Correcting this means restoring joint balance from the pelvis up to the upper cervical spine. Because of attachments to the covering of the spinal cord the pelvis and cervical spine are priorities and often lead to correction of other compensations.
This balance involves everything moving properly in addition to being in alignment.
#3 – Vagus Nerve Activation – Long standing over activation of the sympathetic system suppresses the Vagus Nerve. Removing tension and interference is a great start but most people benefit from actively raising the tone of their Vagus Nerve.
We live in a soup of triggers that activate the Sympathetic Nervous System. We can’t really avoid the majority of those triggers but we can change how our nervous system responds to them. Strengthening the Vagus Nerve can transform your relationship with stress.
This leads to what I call resilience. This is the state where stress triggers push you off balance but your system is so strong that you immediately return to balance.
If your focus is solely on Vagus Nerve Activation you will benefit greatly but it is a much longer and more difficult path to take without correcting the underlying structural and functional sources of nerve interference. If you don’t correct the imbalances we’ve discussed they will continue to be an internal driver of stress even as you work to change your response to stress.

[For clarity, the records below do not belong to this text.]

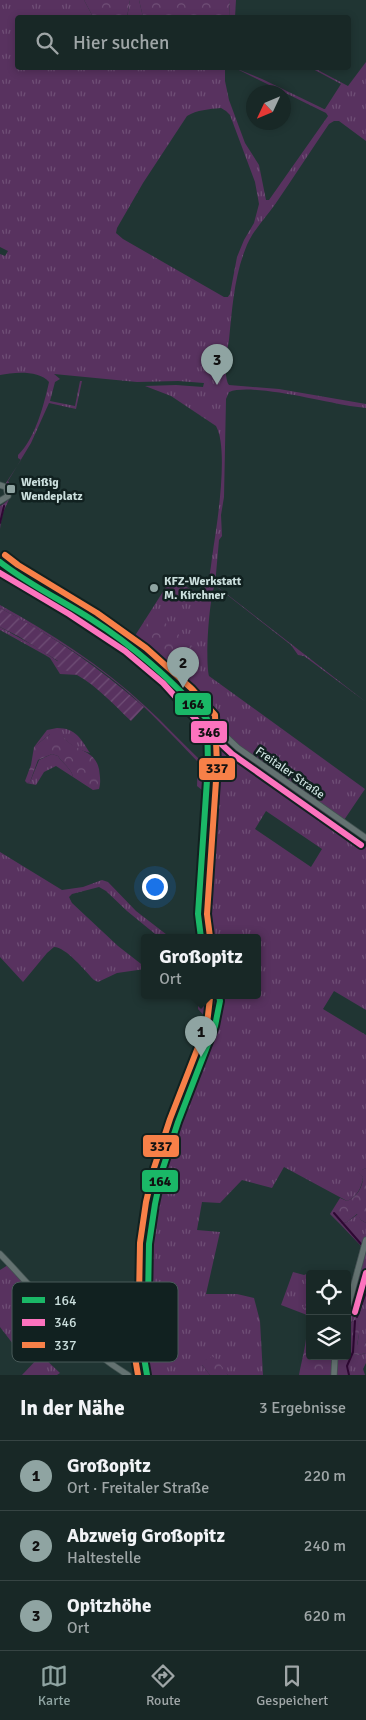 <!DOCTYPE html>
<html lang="de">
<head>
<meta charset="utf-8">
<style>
	body { margin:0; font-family:Signika,sans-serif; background:#253432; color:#f1f3f6 }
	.controls { position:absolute; right:15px; bottom:15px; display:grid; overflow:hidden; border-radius:5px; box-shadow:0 2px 8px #0003 }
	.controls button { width:45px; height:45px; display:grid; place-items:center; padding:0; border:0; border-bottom:1px solid #364443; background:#182826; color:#f1f3f6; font:25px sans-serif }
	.compass { position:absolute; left:246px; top:85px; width:45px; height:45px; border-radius:50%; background:#182826; box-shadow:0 2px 8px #0003; rotate:226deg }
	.you { position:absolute; left:154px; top:886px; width:18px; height:18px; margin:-12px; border:4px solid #fff; border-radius:50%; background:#1a73e8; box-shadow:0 0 0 8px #1a73e833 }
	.badge { display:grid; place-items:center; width:32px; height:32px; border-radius:50%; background:#8fa4a2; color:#111; font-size:16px; font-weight:700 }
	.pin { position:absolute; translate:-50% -41px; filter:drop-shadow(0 1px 2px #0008) }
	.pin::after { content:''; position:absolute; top:26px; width:18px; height:15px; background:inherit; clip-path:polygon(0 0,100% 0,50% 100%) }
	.popup { position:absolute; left:141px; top:934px; width:120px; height:65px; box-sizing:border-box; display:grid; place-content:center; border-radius:5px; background:#182826; filter:drop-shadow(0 1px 4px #0005); font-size:16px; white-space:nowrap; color:#9fa6a7 }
	.popup b { font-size:19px; color:#f1f3f6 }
	.popup::after { content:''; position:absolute; left:50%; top:100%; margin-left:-10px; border:10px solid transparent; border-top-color:#182826 }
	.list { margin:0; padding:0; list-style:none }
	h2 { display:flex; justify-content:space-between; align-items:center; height:65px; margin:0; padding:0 20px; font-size:21px }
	h2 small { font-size:16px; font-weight:400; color:#9fa6a7 }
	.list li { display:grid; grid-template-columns:32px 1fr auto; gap:15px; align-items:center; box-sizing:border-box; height:70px; padding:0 20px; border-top:1px solid #364443 }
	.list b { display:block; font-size:19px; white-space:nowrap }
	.list p { margin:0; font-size:16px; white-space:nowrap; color:#9fa6a7 }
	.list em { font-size:16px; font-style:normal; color:#9fa6a7 }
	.icon { flex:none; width:28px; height:28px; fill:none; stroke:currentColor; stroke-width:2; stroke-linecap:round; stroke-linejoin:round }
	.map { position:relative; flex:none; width:366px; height:1375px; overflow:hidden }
	.search { position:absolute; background:#182826; box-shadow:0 2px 8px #0003; left:15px; right:15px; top:15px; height:55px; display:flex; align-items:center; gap:12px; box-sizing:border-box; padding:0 18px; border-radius:5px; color:#9fa6a7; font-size:19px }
	.sheet { height:275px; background:#182826 }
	nav { display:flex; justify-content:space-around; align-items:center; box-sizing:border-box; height:70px; border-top:1px solid #364443; background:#182826; font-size:14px; color:#9fa6a7 }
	nav a { display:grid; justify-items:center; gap:2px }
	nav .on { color:#8fa4a2 }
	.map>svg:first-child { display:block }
	.grass { fill:url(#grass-tufts); fill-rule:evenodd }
	.forest { fill:url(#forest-crowns) }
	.garden { fill:url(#garden-furrows) }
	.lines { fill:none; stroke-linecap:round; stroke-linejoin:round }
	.stream { stroke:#2e0833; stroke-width:2 }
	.minor-casing { stroke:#415250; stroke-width:7 }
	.minor { stroke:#647271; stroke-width:5.5 }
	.bus-1-casing { stroke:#112120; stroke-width:10 }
	.bus-2-casing { stroke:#112120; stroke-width:10 }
	.bus-3-casing { stroke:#112120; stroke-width:10 }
	.bus-1 { stroke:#1ab867; stroke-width:6 }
	.bus-2 { stroke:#fc73be; stroke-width:6 }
	.bus-3 { stroke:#f78048; stroke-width:6 }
	.poi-dot { fill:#8fa4a2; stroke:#112120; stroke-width:2 }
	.labels { text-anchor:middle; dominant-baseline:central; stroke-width:5; stroke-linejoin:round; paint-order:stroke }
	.poi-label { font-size:12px; font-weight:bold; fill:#cbdfdd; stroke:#112120; text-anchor:start }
	.street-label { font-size:12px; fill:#cbdfdd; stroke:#112120 }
	.key { fill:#112120; stroke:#495a59; stroke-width:1 }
	.key-label { font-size:14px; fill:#cbdfdd }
	.line-badge { stroke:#112120; stroke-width:2 }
	.pale-badge-label { font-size:14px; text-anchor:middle; font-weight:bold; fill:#111 }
</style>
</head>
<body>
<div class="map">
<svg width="366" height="1375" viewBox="0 0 366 1375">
	<defs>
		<pattern id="grass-tufts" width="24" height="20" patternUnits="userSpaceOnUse" patternTransform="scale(1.25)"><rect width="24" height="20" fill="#58325f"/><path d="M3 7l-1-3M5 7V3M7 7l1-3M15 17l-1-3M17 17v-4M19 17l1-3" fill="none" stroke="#6f4f76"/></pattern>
		<pattern id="forest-crowns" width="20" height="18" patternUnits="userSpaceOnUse" patternTransform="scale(1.25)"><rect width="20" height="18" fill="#58325f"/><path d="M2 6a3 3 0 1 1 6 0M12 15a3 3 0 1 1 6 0" fill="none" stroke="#6f4f76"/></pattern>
		<pattern id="garden-furrows" width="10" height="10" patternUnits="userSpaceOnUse" patternTransform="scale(1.25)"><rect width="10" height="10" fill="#58325f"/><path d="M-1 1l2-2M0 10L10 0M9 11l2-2" fill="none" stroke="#6f4f76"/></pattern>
	</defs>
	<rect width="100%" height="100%" fill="#203533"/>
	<!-- grass -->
	<g class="grass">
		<path d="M0,0H84L93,17L18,18V68H225V81L229,100L245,143L259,165L266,200H269L328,116L326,113L235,68L262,79L324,109H325L341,84L311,68H314L348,86L366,62V141L339,121H334L329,124C311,150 294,177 276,203C265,219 251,232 245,250C234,278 232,311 229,340C227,350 223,377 229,385L279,389L366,404V408L350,406C324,402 251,383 229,392L226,399L224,497L221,515L222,536L219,540L215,585L366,702L304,656L298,655L291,645L217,587H214C209,604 205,659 209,676L365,789L340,826L366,844V1010L334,991L323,1009L366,1035V1168L362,1170H357L363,1177C362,1187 357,1197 347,1201L284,1167L272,1188L242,1180L220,1203L202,1202L197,1230L220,1232L206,1294H237L254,1298L260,1321L263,1375H228C220,1367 218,1357 205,1360L202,1365L210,1375H144L138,1339L93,1306L76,1290C79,1292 83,1295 86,1296C93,1298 132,1294 140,1291C144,1289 143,1289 145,1285C145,1255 146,1224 152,1194C164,1136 192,1083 211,1028L208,1020L198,1009V1006L205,996H257V938H198L195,911L203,794L202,790L197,786L198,762C173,736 149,710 122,687C85,656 42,631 0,608V605C51,633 102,666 145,706C164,723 181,742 200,760L204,761C205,749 205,732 199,720C195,710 186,701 178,693C129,640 63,605 0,570V564L2,562L0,559V555L10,564L69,599H78L74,604L131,642L171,579L198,593C202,591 204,589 206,585C211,576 211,562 213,551C217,524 229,449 216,426L171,396L145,386L176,385L203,387L204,383L178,381L137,382L54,374L60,379L55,382L50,401L75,406L80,381H82L76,409L49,403L31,443L8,481C14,493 10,497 5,508C2,514 1,522 0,529V506C11,500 15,492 6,483L21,460L18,458V455C35,439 44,405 49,382C39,370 14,372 0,375V254L5,256L8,251L0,247ZM221,108L226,111L230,115L255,182L259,204L254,223L244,240L237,257L230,294L228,297H224L123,239L116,233L117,228L143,183L187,116C197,110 209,109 221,108ZM266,811L322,849L311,867L255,829Z"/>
		<path d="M130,0H139L143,17L127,18Z"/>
		<path d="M230,0H236L235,17L229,18Z"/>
		<path d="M0,627L38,648L78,675L60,674L50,658L45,655L0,630Z"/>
		<path d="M57,728C76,728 81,739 90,753C79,750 70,746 63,736L50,734L34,747L47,730Z"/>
		<path d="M52,754L58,756C62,763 72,769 73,777L56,766L44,772L36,785L26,783L30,782L39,760Z"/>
		<path d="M0,852L62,890L83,887L102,880L108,882L136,911L171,938H160L127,911L106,891L99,887L72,894L69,897L72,903L118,946L145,967V969L117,973L98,982L94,980C85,971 66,947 54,947L47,953L23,982L0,957Z"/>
		<path d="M358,1214L361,1220L366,1223V1342L365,1346H357L359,1334L353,1321L347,1326V1298L361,1246L340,1224L347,1222Z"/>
		<path d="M8,1265L47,1308L13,1344L0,1327V1270Z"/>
		<path d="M316,1270L320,1274H310V1306H304L307,1315L281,1305L293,1272L304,1275Z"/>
		<path d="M347,1349L350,1353L358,1355L366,1353V1363L363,1369L365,1375H331L332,1356H347Z"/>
		<path d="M41,1355L60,1373L57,1375H22Z"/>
	</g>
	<!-- forest -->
	<g class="forest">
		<path d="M84,0H130L127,17H93Z"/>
		<path d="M139,0H230L229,17H143Z"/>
		<path d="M156,615L199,652V697L185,682H183L137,641L148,622Z"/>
		<path d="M61,731C69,753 94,746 99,769C100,777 101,782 99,789L93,790L73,777C72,769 62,763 58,756L52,754L38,760L30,782L27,783L25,781L31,765L34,747L50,734Z"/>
		<path d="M366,1168V1223L361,1220L357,1214L347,1222L340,1224L330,1214L340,1198L347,1201C357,1197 363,1187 363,1177L356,1170H362Z"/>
		<path d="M303,1306H310V1356H332L331,1375H299C303,1354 312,1326 303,1306Z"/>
		<path d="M353,1321L358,1323L359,1334L357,1345L364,1346L366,1342V1353L358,1355L349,1353L347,1349V1326Z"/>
		<path d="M212,1356L218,1361L228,1375H210L202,1365V1361L210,1358Z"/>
	</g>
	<!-- garden -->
	<path class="garden" d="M0,608C52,635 100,668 144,707L131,721C114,705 97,686 77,675C70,671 62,670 55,665L58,661L18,636L0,627Z"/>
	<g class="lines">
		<!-- stream -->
		<g class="stream">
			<path d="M0,523L4,506"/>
			<path d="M0,557L9,565L47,587"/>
			<path d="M334,1213L361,1244"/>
			<path d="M357,1317L365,1295L363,1283L366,1275"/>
			<path d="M349,1375L347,1366L353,1352L355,1321"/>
		</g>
		<!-- minor casing -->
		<g class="minor-casing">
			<g id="minor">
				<path d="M0,485L6,487L8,496L0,501"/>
				<path d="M0,562L13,572L74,607L130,644L169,677L207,719L238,748L366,838"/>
				<path d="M201,938L198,914L208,765L207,719"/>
				<path d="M0,1254C41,1296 76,1344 128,1375"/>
				<path d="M51,1309C62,1298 130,1296 149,1295"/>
				<path d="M347,1310L366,1240"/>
				<path d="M147,1375L142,1346L148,1299L149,1244L155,1204L162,1171L178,1122L215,1026L220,1001L219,996"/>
				<path d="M334,1375L335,1356"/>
			</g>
		</g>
		<!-- minor -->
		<use href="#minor" class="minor"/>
		<!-- bus-1 casing -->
		<g class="bus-1-casing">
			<g id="bus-1">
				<path d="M0,562C28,584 61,600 91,619C135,647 172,680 207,719L208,765L198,914L201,938"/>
				<path d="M147,1375L142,1346L148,1299L149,1244L155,1204L162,1171L178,1122L215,1026L220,1001L219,996"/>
			</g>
		</g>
		<!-- bus-2 casing -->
		<g class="bus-2-casing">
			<g id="bus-2">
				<path d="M0,573L69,614L125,651L163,683L201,725L232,754L361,845"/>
				<path d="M355,1312L366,1273"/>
			</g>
		</g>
		<!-- bus-3 casing -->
		<g class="bus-3-casing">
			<g id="bus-3">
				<path d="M5,555L18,565L97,613L146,648L192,689L215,715L217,766L207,914L210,937"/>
				<path d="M138,1375L133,1346L139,1298L140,1243L146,1202L154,1168L170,1119L207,1024L210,998"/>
			</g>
		</g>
		<!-- bus-1 -->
		<use href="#bus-1" class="bus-1"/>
		<!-- bus-2 -->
		<use href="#bus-2" class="bus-2"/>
		<!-- bus-3 -->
		<use href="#bus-3" class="bus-3"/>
	</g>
	<!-- markers -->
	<g class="poi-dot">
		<rect x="6" y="484" width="10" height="10" rx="2.5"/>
		<circle cx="154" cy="588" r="5"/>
	</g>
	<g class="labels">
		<!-- poi labels -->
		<g class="poi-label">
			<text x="21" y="482">Weißig<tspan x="21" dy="14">Wendeplatz</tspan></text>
			<text x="164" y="581">KFZ-Werkstatt<tspan x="164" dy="14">M. Kirchner</tspan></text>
		</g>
		<!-- street labels -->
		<g class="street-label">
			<text transform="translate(290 773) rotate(35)">Freitaler Straße</text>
		</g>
	</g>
	<!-- legend -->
	<rect x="12" y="1282" width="166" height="80" rx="8" class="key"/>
	<rect x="22" y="1297" width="23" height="6" fill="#1ab867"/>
	<rect x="22" y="1319" width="23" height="7" fill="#fc73be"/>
	<rect x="22" y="1342" width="23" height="6" fill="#f78048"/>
	<g class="key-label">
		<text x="54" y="1305">164</text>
		<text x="54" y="1327">346</text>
		<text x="54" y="1350">337</text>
	</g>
	<g class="line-badge">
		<rect x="174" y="692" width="38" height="24" rx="5" fill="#1ab867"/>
		<rect x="190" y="720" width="38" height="24" rx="5" fill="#fc73be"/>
		<rect x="198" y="757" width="38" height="24" rx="5" fill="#f78048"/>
		<rect x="142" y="1134" width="38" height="24" rx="5" fill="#f78048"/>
		<rect x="141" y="1169" width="38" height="24" rx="5" fill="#1ab867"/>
	</g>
	<g class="pale-badge-label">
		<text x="193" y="709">164</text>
		<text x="209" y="737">346</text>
		<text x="217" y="773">337</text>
		<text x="161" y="1151">337</text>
		<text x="160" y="1186">164</text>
	</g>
</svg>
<div class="controls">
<button><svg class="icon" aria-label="locate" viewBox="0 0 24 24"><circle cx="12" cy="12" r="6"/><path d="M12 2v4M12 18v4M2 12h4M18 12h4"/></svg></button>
<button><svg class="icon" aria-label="layers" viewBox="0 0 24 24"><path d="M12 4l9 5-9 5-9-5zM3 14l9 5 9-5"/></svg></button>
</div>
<svg class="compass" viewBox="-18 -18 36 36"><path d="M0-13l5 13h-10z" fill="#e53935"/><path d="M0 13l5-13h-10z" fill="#9fa6a7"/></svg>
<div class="you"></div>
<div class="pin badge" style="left:201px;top:1057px">1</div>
<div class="popup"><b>Großopitz</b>Ort</div>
<div class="pin badge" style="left:183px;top:688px">2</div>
<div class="pin badge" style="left:217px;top:385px">3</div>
<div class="search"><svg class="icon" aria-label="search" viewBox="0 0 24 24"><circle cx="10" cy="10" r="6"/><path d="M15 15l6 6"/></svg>Hier suchen</div>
</div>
<section class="sheet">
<h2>In der Nähe<small>3 Ergebnisse</small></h2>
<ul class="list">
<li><span class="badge">1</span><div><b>Großopitz</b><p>Ort · Freitaler Straße</p></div><em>220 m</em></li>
<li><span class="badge">2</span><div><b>Abzweig Großopitz</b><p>Haltestelle</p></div><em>240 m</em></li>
<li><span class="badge">3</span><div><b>Opitzhöhe</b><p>Ort</p></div><em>620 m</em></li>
</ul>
</section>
<nav>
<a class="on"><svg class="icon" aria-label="map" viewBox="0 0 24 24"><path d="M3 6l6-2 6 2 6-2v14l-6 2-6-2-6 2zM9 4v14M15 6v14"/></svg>Karte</a>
<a><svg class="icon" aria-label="directions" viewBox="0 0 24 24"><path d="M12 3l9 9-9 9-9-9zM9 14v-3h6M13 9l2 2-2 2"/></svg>Route</a>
<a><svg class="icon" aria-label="saved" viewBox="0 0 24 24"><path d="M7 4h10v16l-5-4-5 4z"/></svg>Gespeichert</a>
</nav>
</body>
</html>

Chiropractic care that is focused on correction and balancing, with special attention to the pelvis and cervical spine will help dissipate years of stored stress and tension. This alone will bring much greater ease to your body.
Even before implementing Vagus Nerve training people notice a dramatic reduction in tension, more ease, better breathing, improved sleep, better digestion and more. Over time this continues to improve and activating the Vagus Nerve is like locking in these gains.